In abstract algebra, one associates to certain objects a ring, the object's endomorphism ring, which encodes several internal properties of the object; this may be denoted End(X). As the resulting object is often an algebra over some ring R, this may also be called the endomorphism algebra.
The elements of the endomorphism ring of an abelian group (A, +) are the endomorphisms of A, i.e. the group homomorphisms from A to A. Any two such endomorphisms f and g can be added pointwise (using the formula (f+g)(x) = f(x) + g(x)), and the result f+g is again an endomorphism of A. Furthermore, f and g can also be composed to yield the endomorphism f o g, and this multiplication distributes over pointwise addition. The set of all endomorphisms of A, together with this addition and multiplication, satisfies all the axioms of a ring. This is the endomorphism ring of A. Its multiplicative identity is the identity map on A. Endomorphism rings are typically non-commutative.
The above construction does not work for groups that are not abelian: the sum of two homomorphisms need not be a homomorphism in that case.
We can define the endomorphism ring of any module in exactly the same way, using module homomorphisms instead of abelian group homomorphisms; abelian groups are exactly modules over the integers. The result is an algebra over the ring R of scalar transformations.

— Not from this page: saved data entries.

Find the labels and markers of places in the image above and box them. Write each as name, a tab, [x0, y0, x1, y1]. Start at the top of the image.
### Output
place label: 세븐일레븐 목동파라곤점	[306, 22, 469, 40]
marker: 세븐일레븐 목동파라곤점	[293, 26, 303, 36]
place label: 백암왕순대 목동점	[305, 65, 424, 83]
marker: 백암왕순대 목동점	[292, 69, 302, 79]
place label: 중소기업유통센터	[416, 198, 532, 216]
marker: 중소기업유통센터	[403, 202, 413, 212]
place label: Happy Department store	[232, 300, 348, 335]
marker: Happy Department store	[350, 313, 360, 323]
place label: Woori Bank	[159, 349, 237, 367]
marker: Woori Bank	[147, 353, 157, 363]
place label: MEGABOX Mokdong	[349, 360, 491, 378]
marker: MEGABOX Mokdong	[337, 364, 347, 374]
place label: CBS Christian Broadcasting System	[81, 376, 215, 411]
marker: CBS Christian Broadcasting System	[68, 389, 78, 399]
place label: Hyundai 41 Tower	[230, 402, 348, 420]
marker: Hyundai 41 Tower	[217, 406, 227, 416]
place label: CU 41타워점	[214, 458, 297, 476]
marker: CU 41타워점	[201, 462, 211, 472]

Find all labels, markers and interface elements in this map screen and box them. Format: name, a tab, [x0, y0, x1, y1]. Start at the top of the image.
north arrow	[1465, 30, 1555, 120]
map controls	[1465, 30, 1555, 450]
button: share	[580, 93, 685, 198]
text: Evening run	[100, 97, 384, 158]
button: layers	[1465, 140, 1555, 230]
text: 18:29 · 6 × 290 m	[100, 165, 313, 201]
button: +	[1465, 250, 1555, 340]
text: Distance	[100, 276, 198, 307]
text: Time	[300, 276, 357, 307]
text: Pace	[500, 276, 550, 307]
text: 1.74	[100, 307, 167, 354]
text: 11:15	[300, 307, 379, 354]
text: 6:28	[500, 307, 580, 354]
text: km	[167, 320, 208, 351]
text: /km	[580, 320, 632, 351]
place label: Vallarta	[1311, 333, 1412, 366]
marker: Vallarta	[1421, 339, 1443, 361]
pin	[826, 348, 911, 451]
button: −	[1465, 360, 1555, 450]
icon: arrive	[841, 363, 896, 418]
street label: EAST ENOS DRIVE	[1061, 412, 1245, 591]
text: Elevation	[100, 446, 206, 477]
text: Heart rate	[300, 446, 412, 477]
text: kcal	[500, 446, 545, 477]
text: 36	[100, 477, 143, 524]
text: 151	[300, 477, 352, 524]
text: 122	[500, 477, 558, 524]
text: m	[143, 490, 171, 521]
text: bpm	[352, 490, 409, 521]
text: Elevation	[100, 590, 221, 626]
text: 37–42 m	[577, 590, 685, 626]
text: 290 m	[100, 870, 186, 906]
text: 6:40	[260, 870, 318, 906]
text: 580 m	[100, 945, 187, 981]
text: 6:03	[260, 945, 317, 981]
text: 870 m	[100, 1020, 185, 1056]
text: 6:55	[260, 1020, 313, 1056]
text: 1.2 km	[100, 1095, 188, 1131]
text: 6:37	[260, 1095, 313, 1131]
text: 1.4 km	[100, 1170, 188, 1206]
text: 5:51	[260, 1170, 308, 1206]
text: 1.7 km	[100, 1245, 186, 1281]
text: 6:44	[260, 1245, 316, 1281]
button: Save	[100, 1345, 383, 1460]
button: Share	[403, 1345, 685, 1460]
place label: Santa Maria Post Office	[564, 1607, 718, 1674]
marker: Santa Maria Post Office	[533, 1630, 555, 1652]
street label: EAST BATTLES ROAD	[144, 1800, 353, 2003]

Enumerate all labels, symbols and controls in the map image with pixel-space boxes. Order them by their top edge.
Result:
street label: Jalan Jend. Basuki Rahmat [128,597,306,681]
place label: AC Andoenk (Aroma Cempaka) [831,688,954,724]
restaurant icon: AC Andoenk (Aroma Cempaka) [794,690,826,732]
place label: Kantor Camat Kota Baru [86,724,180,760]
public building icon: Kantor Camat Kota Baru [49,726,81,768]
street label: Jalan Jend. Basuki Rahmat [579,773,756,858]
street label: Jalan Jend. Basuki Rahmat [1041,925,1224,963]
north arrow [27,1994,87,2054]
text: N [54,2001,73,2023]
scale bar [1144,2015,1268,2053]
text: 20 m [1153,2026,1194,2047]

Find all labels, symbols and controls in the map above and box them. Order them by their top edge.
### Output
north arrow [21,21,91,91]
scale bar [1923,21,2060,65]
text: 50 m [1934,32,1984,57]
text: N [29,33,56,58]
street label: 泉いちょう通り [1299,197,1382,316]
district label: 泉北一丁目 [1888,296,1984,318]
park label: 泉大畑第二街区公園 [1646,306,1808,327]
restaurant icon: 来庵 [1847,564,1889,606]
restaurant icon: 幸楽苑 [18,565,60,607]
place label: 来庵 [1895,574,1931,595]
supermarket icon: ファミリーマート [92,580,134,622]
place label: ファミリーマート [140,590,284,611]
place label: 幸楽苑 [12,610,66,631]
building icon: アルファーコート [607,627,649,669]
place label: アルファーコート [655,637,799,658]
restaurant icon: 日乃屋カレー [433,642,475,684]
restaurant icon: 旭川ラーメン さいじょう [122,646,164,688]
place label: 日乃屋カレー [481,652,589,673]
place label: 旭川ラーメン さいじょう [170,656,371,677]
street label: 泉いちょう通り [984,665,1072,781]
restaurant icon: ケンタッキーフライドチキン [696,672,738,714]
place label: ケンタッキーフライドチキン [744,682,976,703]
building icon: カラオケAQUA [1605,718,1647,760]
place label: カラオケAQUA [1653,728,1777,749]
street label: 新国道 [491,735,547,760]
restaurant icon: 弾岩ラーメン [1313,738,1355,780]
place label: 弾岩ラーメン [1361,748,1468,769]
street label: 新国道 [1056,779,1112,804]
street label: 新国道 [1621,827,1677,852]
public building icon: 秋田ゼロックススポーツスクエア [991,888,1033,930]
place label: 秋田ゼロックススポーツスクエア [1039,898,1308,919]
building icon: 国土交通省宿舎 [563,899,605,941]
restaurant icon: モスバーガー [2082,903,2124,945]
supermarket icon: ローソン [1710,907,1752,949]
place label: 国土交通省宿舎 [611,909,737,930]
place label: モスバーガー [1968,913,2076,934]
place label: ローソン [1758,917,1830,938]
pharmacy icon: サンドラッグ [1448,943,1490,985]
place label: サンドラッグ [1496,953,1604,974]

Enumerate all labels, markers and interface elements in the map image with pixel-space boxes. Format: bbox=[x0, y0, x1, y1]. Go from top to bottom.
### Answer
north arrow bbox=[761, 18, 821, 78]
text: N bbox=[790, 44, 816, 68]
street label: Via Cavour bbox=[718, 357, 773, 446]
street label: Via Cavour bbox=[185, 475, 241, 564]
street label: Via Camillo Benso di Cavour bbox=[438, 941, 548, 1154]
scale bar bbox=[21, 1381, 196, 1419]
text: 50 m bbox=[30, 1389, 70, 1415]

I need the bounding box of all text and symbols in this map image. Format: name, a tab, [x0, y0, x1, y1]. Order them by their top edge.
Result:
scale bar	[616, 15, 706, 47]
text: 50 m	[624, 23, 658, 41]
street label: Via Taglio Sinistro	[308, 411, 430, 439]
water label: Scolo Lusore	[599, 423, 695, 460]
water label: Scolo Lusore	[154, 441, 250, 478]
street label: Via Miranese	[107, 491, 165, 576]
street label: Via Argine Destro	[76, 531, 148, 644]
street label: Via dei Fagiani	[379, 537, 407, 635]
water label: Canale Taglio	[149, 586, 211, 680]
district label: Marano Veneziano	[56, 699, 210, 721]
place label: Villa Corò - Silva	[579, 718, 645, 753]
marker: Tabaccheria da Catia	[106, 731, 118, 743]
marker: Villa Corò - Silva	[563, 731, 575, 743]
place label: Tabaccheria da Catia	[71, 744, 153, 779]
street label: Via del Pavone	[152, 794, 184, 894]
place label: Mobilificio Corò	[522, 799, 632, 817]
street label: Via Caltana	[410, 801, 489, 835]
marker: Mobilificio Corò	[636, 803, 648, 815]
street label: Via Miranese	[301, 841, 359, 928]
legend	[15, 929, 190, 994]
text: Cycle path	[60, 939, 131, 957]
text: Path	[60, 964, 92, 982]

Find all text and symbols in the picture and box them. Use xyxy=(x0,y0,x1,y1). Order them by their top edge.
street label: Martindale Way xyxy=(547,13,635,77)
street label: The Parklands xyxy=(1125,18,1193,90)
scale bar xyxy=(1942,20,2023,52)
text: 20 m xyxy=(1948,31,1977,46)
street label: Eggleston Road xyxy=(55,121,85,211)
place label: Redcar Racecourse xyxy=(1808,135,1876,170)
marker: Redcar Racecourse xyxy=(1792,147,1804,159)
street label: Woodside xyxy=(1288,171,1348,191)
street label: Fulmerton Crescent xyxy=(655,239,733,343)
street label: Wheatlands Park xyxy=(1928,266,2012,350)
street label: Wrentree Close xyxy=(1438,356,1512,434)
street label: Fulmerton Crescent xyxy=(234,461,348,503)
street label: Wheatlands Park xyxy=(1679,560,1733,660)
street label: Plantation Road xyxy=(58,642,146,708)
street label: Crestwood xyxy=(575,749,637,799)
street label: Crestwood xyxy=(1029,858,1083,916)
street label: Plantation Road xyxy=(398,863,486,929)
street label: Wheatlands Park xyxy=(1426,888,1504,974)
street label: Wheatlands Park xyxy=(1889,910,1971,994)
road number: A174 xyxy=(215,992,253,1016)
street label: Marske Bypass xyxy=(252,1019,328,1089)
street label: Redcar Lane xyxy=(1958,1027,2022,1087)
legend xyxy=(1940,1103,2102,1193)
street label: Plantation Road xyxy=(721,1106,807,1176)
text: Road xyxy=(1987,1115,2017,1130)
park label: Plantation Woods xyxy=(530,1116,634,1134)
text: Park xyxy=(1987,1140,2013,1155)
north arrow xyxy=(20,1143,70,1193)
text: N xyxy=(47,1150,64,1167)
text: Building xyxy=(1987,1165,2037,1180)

If K is a field and we consider the K-vector space Kn, then the endomorphism ring of Kn (which consists of all K-linear maps from Kn to Kn) is naturally identified with the ring of n-by-n matrices with entries in K. More generally, the endomorphism algebra of the free module M = Rn is naturally n-by-n matrices with entries in R.
In general, endomorphism rings can be defined for the objects of any preadditive category.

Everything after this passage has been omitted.